Jon, an intern with National Geographic Television Standards and Practices, graduated from Middlebury College with a major in geography and a minor in Russian. He holds a strong interest in urban, economic, and political geography. Like most geography majors, Jon loves to stare listlessly at the world map on the wall of his room and hopes to visit as many places shown on it as possible before he dies.
What makes a person happy? It’s a simple question, but a definite answer has eluded humanity since our hominid ancestors first developed the ability to feel emotions. Now, thanks to the cartographic work of Adrian White, a psychology professor at Britain’s University of Leicester, we can explore ways that happiness might be related to geography.
In 2006, White mapped national levels of individual happiness or, if we want to use his more social-sciency term, life-satisfaction. To make the map, White used life-satisfaction scores that other scholars had derived for every country in the world. They had analyzed a compilation of responses to several international surveys asking people to answer, usually on a scale from 1 to 10, various forms of the following question: “All things considered, how satisfied are you with your life as a whole these days?”
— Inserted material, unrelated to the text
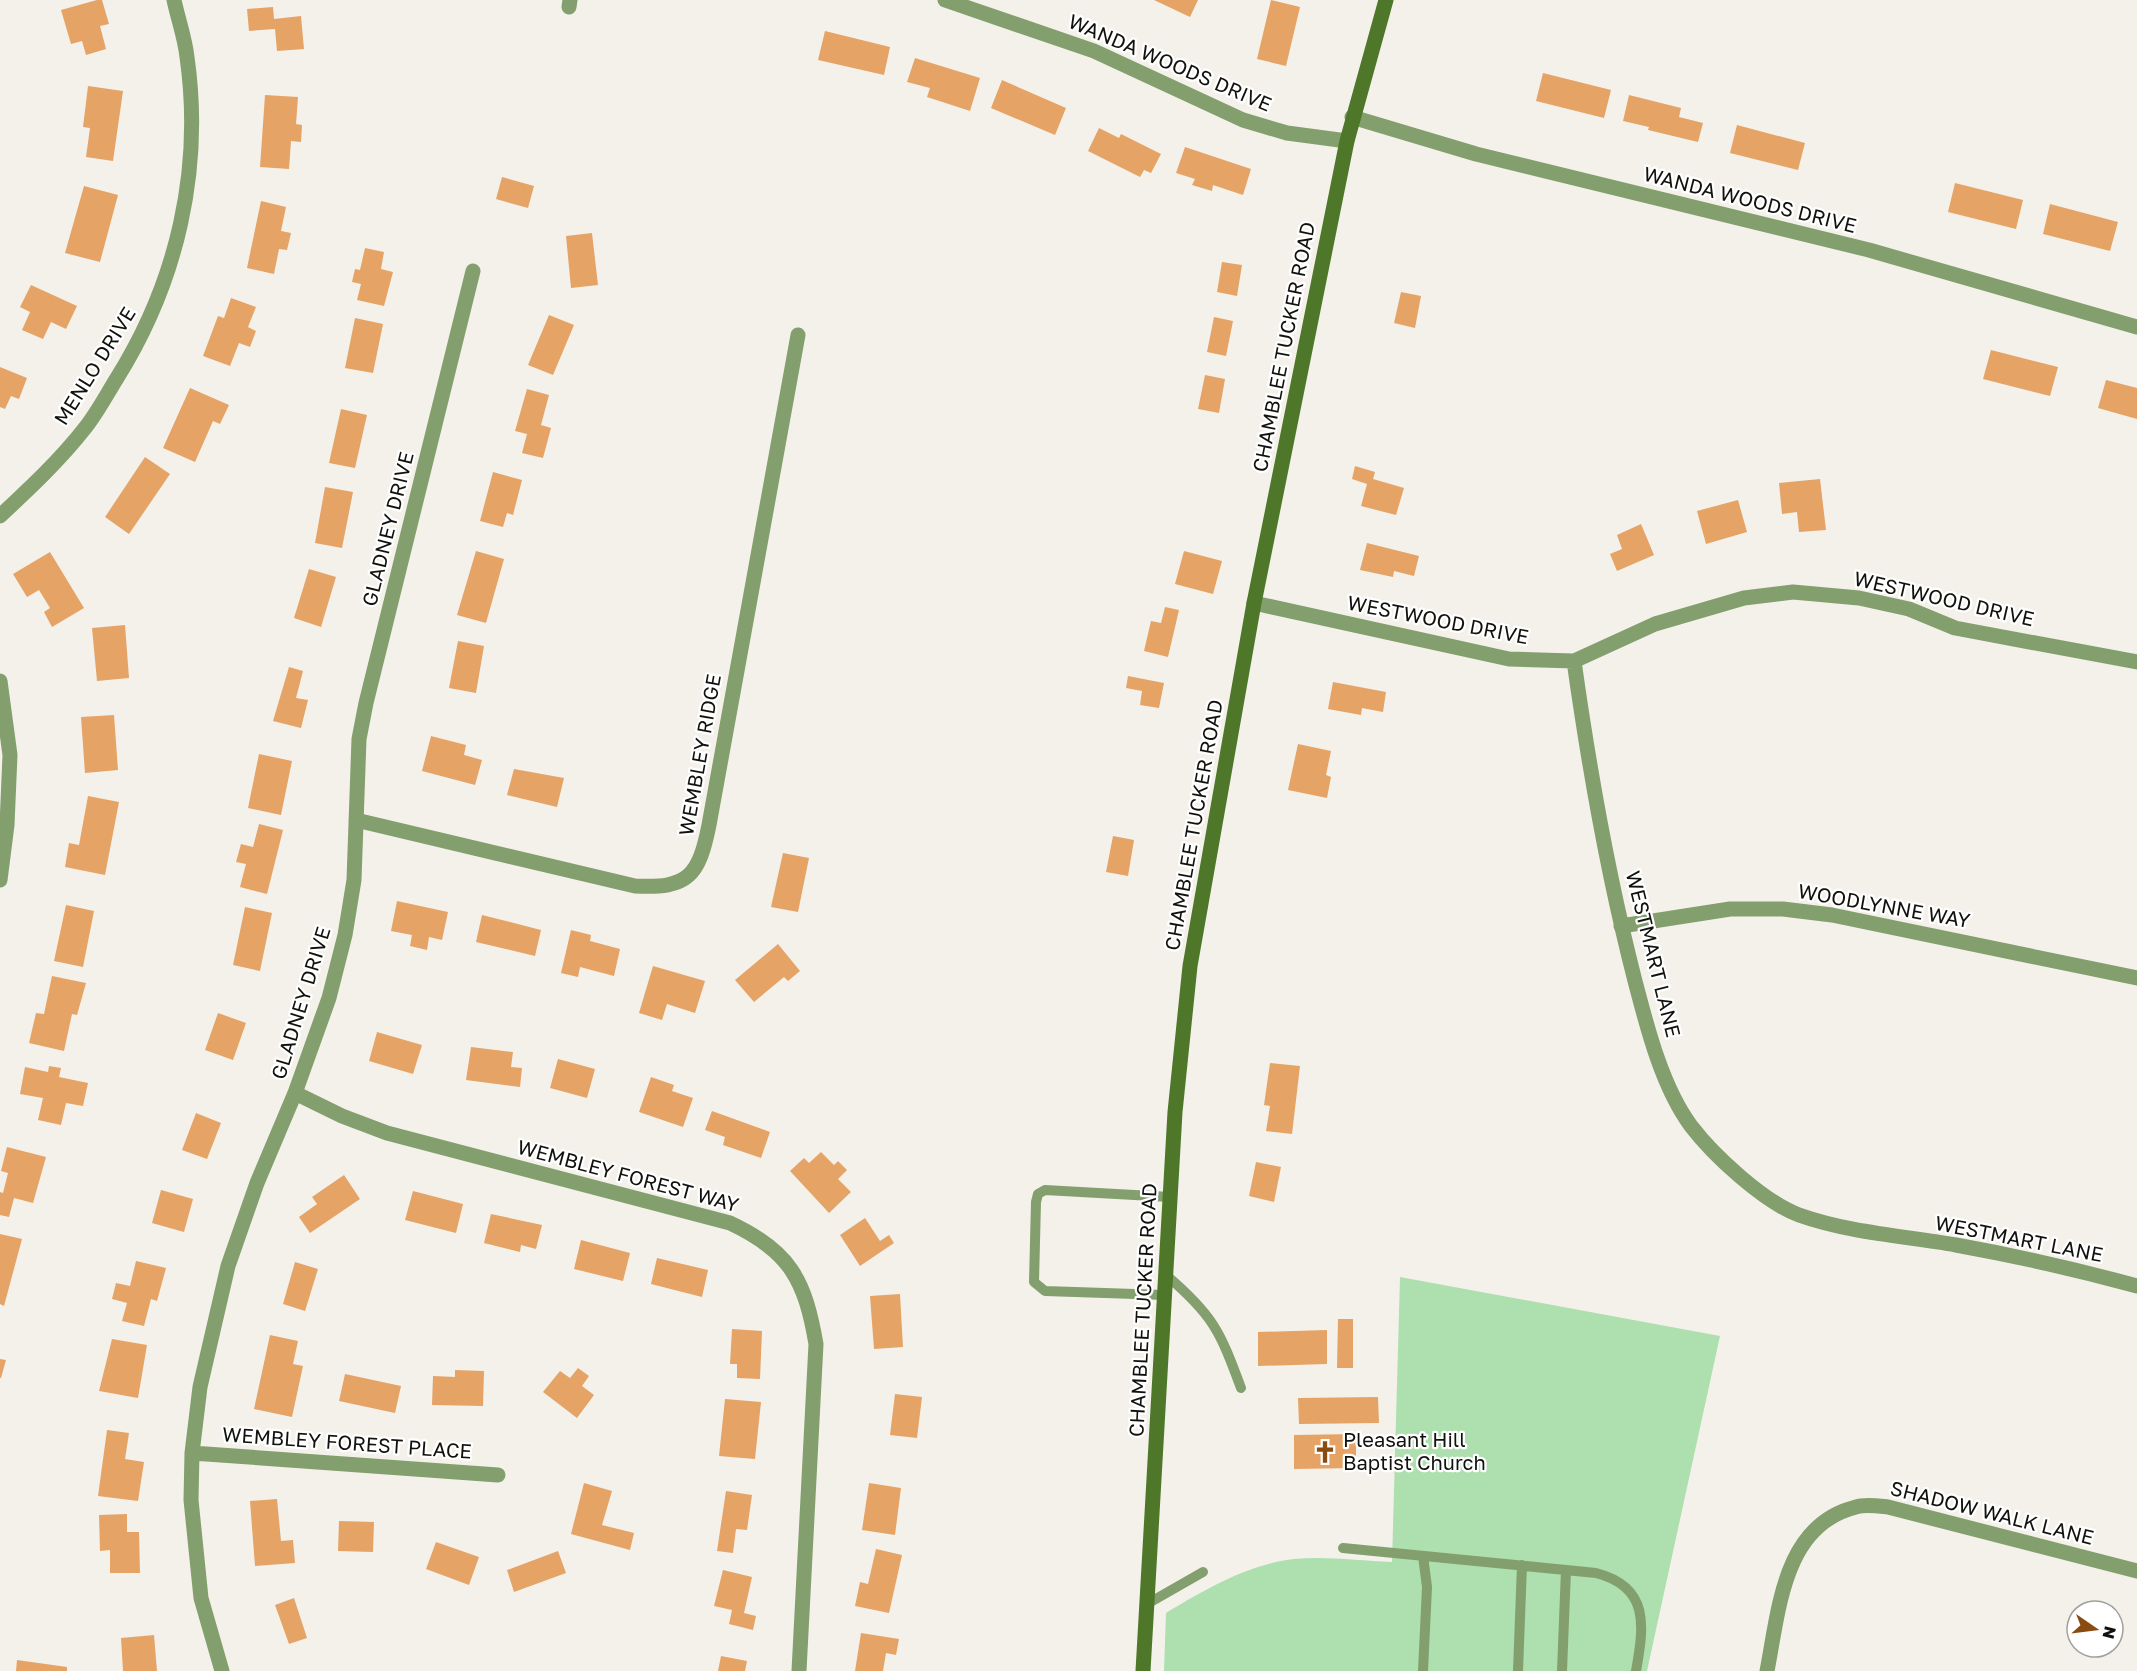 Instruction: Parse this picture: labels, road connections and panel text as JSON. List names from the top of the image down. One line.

What types of countries tend to be the happiest ones? The most immediately observable trend here is that people living in wealthier countries are, in general, more satisfied with their lives than those living in poorer ones. But, look at all the exceptions to this rule! Japan, one of the world’s economic powerhouses, ranks 90th, behind far less wealthy places like Colombia, Mongolia, and Cuba. The Himalayan Kingdom of Bhutan has a GDP per capita less than 5% that of United States, but it ranks 15 spaces ahead of it. Though the majority of countries in both the CIS (Russia and most adjacent countries) and Latin America fall same middle-of-road GDP per capita range , people living in the former group appear on average to be quite a bit more miserable than those living in the latter group. Sociologists have theorized that a country’s life-satisfaction level also depends heavily on its level of political freedom, its employment rate, and its ease of access to adequate education and health care.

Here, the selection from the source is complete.